Sie gab sich alle Mühe dieses Loch endlich zu schließen. Doch man kann sich das als ein großes Nichts vorstellen, ein schwarzes Loch, das alles in sich einsaugt und verschlingt, was diesem zu nahe kommt.
Jeder klägliche Versuch dieses Loch zu flicken wird sofort vernichtet, verschwindet im Jenseits und an seiner Stelle entsteht ein neuer Ableger dieses Lochs.
Sie wartete auf den Moment, in dem das alles endlich zur Vergangenheit wird, zu einem Teil von ihr, der ihr Leben zwar geprägt hat, es aber nicht mehr beherrscht.

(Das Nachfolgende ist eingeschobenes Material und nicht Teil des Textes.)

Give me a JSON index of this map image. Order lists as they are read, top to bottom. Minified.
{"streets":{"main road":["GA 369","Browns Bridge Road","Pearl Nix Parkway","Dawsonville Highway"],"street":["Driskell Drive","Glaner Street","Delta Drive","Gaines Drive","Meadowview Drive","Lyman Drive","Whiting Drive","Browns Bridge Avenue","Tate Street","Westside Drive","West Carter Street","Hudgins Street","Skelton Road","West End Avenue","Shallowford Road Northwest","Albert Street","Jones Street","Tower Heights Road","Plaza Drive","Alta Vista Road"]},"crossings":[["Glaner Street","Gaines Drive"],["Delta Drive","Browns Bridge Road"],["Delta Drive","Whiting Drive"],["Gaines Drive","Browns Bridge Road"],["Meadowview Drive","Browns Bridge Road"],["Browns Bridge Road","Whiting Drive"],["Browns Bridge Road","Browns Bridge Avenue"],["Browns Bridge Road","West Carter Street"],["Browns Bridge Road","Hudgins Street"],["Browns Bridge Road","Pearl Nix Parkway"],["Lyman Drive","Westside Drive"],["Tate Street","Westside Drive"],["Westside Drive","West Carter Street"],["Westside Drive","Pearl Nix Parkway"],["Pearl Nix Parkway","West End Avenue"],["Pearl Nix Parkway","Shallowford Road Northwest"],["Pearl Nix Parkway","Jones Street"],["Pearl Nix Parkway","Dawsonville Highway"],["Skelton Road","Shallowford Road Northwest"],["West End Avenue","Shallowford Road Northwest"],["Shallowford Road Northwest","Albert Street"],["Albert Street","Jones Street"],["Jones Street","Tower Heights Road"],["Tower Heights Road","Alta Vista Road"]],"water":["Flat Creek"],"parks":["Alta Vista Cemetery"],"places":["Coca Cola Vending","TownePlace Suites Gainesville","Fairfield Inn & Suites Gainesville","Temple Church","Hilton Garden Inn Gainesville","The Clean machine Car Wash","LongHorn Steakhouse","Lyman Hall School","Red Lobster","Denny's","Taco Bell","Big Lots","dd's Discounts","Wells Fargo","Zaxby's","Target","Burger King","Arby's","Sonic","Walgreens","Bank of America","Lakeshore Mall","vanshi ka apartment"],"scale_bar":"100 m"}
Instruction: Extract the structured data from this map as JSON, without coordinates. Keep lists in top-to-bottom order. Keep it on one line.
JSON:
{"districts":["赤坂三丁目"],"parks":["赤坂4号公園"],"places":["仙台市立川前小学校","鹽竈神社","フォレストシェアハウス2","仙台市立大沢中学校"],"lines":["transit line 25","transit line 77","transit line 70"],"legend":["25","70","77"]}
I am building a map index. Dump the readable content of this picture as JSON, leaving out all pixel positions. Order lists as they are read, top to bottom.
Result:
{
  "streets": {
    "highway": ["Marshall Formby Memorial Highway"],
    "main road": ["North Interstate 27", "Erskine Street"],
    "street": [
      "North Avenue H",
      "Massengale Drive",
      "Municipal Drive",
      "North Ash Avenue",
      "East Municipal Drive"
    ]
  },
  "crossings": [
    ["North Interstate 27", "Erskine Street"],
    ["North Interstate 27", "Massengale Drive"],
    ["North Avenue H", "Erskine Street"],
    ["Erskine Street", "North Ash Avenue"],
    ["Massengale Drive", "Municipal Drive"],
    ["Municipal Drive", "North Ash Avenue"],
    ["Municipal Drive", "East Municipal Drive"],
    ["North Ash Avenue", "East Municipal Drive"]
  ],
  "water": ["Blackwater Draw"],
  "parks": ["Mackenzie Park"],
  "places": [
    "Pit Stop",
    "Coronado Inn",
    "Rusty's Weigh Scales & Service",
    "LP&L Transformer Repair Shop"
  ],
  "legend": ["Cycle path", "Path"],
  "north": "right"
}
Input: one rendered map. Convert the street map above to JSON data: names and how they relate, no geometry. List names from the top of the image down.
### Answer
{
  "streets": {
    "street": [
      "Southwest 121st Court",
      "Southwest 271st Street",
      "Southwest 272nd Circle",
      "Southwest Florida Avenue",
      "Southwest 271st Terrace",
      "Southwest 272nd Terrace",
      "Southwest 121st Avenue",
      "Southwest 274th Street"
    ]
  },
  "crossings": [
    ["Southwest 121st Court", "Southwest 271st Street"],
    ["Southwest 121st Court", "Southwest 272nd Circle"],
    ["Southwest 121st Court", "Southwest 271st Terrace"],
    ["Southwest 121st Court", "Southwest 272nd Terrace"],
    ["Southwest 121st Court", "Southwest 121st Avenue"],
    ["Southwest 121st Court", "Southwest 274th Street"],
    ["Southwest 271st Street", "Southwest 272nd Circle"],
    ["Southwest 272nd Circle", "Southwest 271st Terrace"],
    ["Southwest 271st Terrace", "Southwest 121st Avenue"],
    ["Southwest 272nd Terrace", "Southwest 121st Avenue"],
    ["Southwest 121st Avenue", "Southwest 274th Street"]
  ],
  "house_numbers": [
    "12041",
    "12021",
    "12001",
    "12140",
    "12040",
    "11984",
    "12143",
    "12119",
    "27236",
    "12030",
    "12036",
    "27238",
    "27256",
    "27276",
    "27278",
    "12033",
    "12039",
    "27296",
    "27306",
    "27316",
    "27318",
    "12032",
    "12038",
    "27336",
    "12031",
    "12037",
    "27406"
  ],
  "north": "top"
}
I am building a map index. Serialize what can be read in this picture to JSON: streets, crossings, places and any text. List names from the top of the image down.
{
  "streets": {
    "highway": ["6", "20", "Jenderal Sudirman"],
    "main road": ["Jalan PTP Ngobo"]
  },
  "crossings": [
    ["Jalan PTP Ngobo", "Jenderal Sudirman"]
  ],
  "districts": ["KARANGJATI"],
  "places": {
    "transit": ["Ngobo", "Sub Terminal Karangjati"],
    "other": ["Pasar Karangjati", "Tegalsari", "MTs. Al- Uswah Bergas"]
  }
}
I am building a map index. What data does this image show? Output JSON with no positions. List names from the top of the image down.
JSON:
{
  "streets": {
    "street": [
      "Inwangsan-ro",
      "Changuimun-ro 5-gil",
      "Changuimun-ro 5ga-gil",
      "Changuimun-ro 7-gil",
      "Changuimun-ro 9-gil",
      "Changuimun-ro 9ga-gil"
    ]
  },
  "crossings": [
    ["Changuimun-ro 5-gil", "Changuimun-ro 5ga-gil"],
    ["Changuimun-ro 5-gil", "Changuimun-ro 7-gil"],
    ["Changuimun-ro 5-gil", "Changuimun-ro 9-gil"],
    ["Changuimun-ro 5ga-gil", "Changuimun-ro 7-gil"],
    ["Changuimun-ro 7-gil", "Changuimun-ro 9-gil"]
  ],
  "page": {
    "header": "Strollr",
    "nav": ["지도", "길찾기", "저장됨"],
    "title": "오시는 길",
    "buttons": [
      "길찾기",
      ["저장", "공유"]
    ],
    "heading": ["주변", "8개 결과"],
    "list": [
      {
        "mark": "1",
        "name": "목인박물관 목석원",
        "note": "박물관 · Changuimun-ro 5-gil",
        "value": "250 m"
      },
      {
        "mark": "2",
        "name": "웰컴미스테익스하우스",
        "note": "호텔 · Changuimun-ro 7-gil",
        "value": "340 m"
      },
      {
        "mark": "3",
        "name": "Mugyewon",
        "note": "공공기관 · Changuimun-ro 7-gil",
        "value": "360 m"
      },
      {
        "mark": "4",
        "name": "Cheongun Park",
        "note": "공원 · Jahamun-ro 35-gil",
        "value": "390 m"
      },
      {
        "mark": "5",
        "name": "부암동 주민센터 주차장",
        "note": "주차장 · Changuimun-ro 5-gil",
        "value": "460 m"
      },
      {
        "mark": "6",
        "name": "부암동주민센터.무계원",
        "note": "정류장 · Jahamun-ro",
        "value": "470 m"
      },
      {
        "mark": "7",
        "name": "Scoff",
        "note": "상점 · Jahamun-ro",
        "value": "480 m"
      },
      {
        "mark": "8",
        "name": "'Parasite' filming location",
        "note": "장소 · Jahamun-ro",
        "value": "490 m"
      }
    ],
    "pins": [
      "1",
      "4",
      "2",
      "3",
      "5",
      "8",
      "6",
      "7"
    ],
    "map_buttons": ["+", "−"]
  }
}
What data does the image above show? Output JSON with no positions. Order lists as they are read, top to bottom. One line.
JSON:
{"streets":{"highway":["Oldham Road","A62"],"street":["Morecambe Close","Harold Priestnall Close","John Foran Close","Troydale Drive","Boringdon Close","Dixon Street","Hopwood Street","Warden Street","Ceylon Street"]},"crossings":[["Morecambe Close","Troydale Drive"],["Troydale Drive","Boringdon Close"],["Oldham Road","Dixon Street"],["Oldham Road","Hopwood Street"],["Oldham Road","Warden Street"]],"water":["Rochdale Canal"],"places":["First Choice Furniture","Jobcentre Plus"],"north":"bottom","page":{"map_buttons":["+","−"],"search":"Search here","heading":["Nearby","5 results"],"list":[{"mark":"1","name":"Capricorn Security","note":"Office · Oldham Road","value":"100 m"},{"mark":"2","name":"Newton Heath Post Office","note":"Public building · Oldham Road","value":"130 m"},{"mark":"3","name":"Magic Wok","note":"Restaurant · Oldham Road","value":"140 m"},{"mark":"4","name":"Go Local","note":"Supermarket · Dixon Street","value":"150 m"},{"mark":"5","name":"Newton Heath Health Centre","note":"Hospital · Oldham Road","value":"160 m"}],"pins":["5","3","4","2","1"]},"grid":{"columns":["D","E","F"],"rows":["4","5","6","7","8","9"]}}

Sie wollte das alles nicht mehr. Wollte endlich wieder ein normales Leben führen können. Sie fragte sich warum ausgerechnet sie? Ein Herz im Sand und eine Geschichte mit vielen Tränen. Teilweise blutige Tränen und verzweifelte Hilferufe, die niemand hörte, niemand außer ihm.
Er half ihr aus diesem Schwarz-Weiß- Denken heraus. Brachte ihr Farben bei, die sie noch nie in Betracht gezogen hatte. Eröffnete ihr Ansichten, über die sie noch nie einen Gedanken verschwendet hatte.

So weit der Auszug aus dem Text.